# Material for the task
* * * *
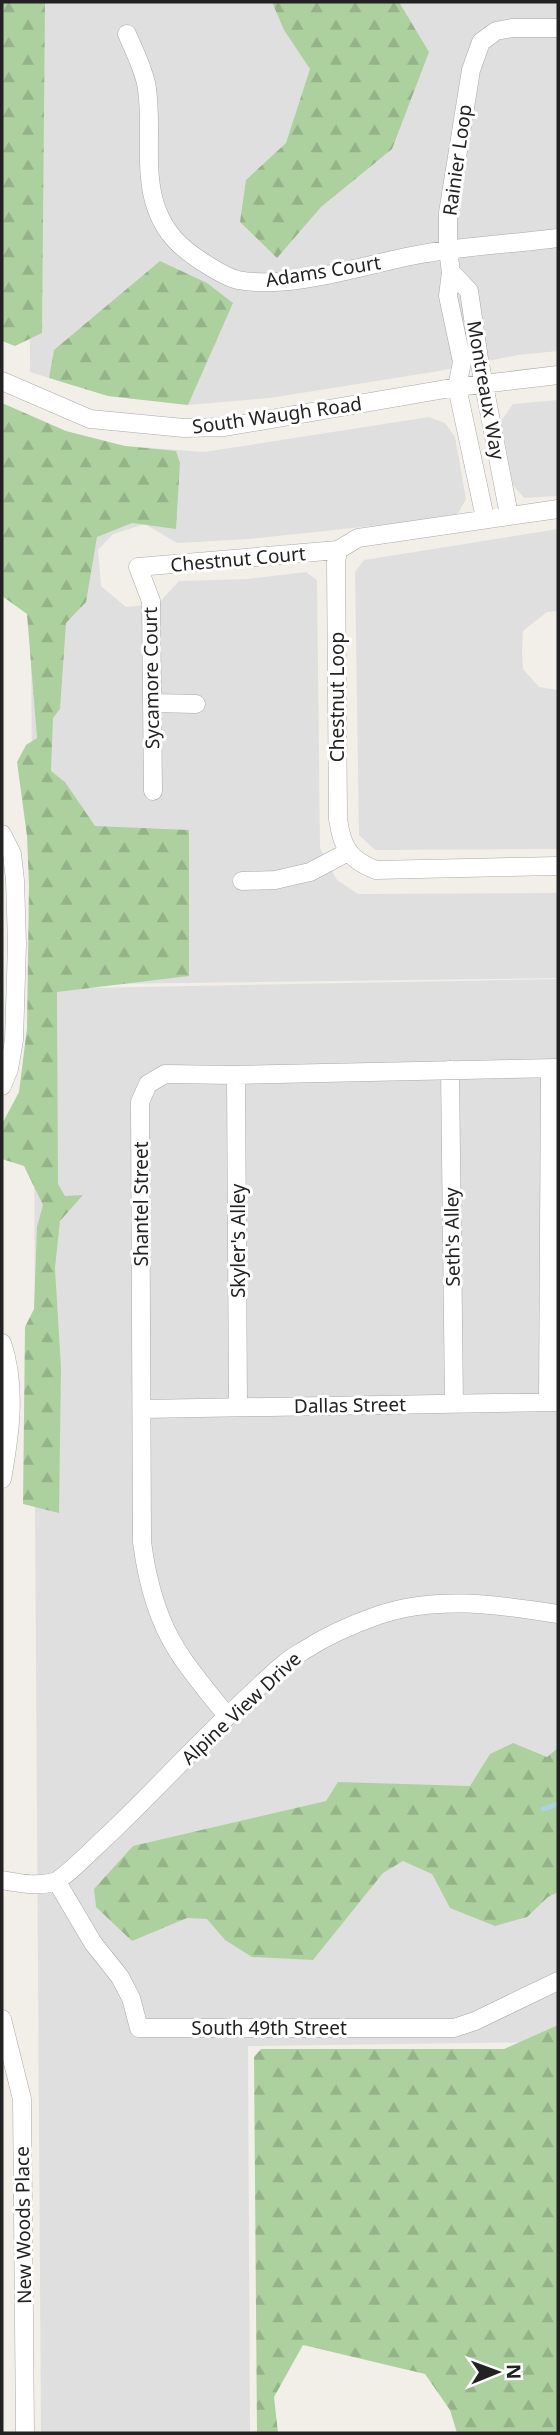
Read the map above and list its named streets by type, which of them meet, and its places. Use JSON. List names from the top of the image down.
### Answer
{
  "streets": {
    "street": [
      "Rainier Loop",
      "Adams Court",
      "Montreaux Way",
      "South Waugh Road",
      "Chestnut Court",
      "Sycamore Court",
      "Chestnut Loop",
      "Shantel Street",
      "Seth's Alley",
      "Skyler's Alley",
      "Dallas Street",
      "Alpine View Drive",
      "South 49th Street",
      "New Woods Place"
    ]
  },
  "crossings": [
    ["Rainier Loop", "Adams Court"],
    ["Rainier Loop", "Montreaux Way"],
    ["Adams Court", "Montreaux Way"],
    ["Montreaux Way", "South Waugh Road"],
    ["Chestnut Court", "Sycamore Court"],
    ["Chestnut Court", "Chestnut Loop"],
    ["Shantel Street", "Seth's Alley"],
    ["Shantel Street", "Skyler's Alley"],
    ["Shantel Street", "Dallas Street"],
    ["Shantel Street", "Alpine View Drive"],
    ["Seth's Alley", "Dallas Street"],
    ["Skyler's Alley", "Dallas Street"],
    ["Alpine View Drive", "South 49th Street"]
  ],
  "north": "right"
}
* * * *
Please restate all of the listing above word for word, with no pictures.

Read the map above and list its named streets by type, which of them meet, and its places. Use JSON. List names from the top of the image down.
### Answer
{
  "streets": {
    "street": [
      "Rainier Loop",
      "Adams Court",
      "Montreaux Way",
      "South Waugh Road",
      "Chestnut Court",
      "Sycamore Court",
      "Chestnut Loop",
      "Shantel Street",
      "Seth's Alley",
      "Skyler's Alley",
      "Dallas Street",
      "Alpine View Drive",
      "South 49th Street",
      "New Woods Place"
    ]
  },
  "crossings": [
    ["Rainier Loop", "Adams Court"],
    ["Rainier Loop", "Montreaux Way"],
    ["Adams Court", "Montreaux Way"],
    ["Montreaux Way", "South Waugh Road"],
    ["Chestnut Court", "Sycamore Court"],
    ["Chestnut Court", "Chestnut Loop"],
    ["Shantel Street", "Seth's Alley"],
    ["Shantel Street", "Skyler's Alley"],
    ["Shantel Street", "Dallas Street"],
    ["Shantel Street", "Alpine View Drive"],
    ["Seth's Alley", "Dallas Street"],
    ["Skyler's Alley", "Dallas Street"],
    ["Alpine View Drive", "South 49th Street"]
  ],
  "north": "right"
}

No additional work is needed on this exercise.